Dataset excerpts
/---
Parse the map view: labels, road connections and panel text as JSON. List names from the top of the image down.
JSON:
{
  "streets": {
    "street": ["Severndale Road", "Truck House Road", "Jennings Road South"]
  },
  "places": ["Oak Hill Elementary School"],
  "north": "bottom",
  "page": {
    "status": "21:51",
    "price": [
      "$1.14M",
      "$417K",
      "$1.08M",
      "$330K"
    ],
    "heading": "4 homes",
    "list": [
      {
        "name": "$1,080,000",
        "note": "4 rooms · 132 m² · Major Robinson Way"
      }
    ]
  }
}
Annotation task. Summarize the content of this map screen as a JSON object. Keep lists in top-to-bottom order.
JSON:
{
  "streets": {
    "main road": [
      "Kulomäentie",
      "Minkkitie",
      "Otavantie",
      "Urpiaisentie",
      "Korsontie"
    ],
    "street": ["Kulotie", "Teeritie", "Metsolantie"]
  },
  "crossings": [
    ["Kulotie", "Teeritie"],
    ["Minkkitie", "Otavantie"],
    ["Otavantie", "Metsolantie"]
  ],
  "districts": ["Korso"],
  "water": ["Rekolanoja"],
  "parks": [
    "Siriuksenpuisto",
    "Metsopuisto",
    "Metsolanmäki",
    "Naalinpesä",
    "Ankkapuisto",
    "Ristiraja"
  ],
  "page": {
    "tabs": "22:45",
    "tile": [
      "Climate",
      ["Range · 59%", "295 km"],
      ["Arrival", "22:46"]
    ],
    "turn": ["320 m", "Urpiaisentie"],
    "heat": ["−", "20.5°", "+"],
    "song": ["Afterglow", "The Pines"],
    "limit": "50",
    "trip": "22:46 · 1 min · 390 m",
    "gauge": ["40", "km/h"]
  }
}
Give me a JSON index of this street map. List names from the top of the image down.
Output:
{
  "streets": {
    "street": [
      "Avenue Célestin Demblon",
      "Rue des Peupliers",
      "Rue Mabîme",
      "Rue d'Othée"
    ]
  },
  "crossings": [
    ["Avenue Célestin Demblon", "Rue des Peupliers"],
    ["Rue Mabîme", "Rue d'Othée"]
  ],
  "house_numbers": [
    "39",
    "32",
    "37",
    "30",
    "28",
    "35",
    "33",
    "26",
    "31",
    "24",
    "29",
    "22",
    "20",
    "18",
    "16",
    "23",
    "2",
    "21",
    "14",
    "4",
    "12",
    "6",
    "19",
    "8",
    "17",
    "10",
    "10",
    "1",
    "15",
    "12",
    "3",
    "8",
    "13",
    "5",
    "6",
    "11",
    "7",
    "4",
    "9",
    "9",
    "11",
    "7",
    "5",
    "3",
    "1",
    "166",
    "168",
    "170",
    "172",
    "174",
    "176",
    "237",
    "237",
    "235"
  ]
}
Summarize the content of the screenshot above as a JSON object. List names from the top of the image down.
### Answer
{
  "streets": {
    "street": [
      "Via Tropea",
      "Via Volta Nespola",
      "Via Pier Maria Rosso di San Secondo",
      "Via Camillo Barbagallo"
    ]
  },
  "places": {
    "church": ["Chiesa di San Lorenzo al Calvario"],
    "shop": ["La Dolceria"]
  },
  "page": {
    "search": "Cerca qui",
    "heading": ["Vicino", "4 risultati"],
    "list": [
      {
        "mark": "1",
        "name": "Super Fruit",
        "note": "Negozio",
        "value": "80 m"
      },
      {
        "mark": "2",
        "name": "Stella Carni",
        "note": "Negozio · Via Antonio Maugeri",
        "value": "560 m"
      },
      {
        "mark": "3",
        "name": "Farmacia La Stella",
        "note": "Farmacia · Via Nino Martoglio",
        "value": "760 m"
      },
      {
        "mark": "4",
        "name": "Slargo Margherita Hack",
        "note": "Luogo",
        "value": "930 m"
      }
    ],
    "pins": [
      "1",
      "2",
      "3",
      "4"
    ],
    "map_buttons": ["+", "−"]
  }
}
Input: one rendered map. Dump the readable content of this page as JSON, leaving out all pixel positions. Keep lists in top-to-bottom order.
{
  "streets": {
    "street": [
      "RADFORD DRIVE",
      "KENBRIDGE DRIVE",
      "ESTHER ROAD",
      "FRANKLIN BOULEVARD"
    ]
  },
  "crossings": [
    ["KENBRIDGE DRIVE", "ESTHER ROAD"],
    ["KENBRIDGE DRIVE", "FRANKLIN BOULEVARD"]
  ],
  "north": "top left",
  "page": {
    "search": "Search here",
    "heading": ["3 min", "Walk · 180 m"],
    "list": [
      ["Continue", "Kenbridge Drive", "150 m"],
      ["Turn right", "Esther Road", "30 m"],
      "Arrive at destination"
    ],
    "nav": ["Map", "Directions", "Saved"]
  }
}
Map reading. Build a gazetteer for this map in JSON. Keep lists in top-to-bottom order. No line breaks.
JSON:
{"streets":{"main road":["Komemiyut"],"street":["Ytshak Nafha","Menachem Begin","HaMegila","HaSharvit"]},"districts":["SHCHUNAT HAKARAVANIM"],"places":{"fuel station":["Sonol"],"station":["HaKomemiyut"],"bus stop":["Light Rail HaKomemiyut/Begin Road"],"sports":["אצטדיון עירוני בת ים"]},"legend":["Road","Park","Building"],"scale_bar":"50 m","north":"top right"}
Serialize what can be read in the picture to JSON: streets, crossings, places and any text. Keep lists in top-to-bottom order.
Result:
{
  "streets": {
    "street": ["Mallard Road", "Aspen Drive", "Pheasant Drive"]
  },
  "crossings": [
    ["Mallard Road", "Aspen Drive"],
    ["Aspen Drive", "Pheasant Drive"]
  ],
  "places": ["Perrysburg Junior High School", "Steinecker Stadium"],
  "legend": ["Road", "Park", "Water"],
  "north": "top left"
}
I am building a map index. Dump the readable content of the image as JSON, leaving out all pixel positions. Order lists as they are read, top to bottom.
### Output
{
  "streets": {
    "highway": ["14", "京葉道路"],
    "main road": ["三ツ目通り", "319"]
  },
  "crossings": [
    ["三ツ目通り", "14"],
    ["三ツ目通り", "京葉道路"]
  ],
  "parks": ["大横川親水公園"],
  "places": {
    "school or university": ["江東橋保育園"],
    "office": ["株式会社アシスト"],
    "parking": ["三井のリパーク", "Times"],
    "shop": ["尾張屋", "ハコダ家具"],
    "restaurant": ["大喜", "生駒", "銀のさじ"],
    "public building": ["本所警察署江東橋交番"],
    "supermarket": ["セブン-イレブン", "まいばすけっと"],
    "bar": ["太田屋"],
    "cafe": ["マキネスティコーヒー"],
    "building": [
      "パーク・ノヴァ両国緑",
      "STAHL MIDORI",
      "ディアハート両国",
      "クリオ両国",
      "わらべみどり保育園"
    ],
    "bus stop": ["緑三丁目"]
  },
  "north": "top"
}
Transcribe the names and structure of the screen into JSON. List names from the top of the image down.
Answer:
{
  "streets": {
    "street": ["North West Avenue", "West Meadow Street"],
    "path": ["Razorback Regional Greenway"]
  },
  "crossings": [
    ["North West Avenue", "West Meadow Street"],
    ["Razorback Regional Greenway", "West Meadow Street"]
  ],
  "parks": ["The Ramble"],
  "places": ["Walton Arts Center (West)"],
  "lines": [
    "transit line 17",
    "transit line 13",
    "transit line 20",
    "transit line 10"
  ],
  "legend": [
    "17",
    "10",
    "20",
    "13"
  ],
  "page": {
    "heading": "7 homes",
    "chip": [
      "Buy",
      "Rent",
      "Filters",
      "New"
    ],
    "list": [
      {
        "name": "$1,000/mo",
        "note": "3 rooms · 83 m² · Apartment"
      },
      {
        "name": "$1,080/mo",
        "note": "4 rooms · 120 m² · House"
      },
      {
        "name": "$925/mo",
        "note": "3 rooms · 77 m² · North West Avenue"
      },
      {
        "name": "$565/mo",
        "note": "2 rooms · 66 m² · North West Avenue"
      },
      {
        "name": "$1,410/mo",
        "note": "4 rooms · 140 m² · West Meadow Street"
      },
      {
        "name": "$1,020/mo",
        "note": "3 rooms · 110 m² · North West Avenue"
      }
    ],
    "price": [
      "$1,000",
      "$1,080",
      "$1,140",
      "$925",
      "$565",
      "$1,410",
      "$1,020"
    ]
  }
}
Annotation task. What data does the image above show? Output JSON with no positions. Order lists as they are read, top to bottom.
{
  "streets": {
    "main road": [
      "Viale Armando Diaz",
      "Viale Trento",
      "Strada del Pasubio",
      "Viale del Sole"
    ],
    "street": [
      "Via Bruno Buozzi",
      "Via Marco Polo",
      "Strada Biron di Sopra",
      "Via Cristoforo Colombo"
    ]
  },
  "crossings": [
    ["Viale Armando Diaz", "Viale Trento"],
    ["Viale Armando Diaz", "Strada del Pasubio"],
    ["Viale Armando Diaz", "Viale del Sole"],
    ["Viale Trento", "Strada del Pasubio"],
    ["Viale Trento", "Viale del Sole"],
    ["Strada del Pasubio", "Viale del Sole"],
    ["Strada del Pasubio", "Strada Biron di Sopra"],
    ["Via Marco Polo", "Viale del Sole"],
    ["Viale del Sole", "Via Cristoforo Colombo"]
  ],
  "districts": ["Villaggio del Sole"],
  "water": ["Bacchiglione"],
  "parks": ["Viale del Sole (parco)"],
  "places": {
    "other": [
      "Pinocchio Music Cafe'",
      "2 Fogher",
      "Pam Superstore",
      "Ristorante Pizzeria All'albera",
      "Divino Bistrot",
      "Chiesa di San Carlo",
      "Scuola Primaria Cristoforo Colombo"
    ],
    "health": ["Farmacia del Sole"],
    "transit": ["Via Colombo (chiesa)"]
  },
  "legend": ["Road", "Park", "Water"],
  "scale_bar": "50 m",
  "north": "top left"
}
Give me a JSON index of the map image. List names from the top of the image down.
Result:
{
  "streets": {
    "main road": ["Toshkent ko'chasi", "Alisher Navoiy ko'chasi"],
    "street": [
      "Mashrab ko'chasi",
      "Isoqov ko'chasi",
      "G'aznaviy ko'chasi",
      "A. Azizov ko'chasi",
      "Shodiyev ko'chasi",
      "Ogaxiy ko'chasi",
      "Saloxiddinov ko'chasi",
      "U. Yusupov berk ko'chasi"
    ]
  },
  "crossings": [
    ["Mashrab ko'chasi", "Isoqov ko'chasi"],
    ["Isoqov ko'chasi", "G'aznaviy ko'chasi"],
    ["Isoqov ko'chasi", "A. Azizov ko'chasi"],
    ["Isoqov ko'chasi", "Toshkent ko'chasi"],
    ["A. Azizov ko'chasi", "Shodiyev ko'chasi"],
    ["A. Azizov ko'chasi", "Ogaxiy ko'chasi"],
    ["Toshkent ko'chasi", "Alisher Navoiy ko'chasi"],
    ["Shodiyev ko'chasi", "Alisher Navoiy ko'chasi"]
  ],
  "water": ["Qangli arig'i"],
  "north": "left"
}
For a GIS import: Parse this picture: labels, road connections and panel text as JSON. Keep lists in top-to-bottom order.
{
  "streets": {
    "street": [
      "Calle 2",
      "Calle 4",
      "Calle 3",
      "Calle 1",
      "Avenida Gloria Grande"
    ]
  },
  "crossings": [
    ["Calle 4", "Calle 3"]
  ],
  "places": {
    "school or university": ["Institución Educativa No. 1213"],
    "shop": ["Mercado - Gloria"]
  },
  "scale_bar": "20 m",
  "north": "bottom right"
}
\---
**WHAT YOU NEED TO DO**.
For the word "Azizov", find every line in the data that holds it and copy that line.

**COMPLETED TASK**.
      "A. Azizov ko'chasi",
    ["Isoqov ko'chasi", "A. Azizov ko'chasi"],
    ["A. Azizov ko'chasi", "Shodiyev ko'chasi"],
    ["A. Azizov ko'chasi", "Ogaxiy ko'chasi"],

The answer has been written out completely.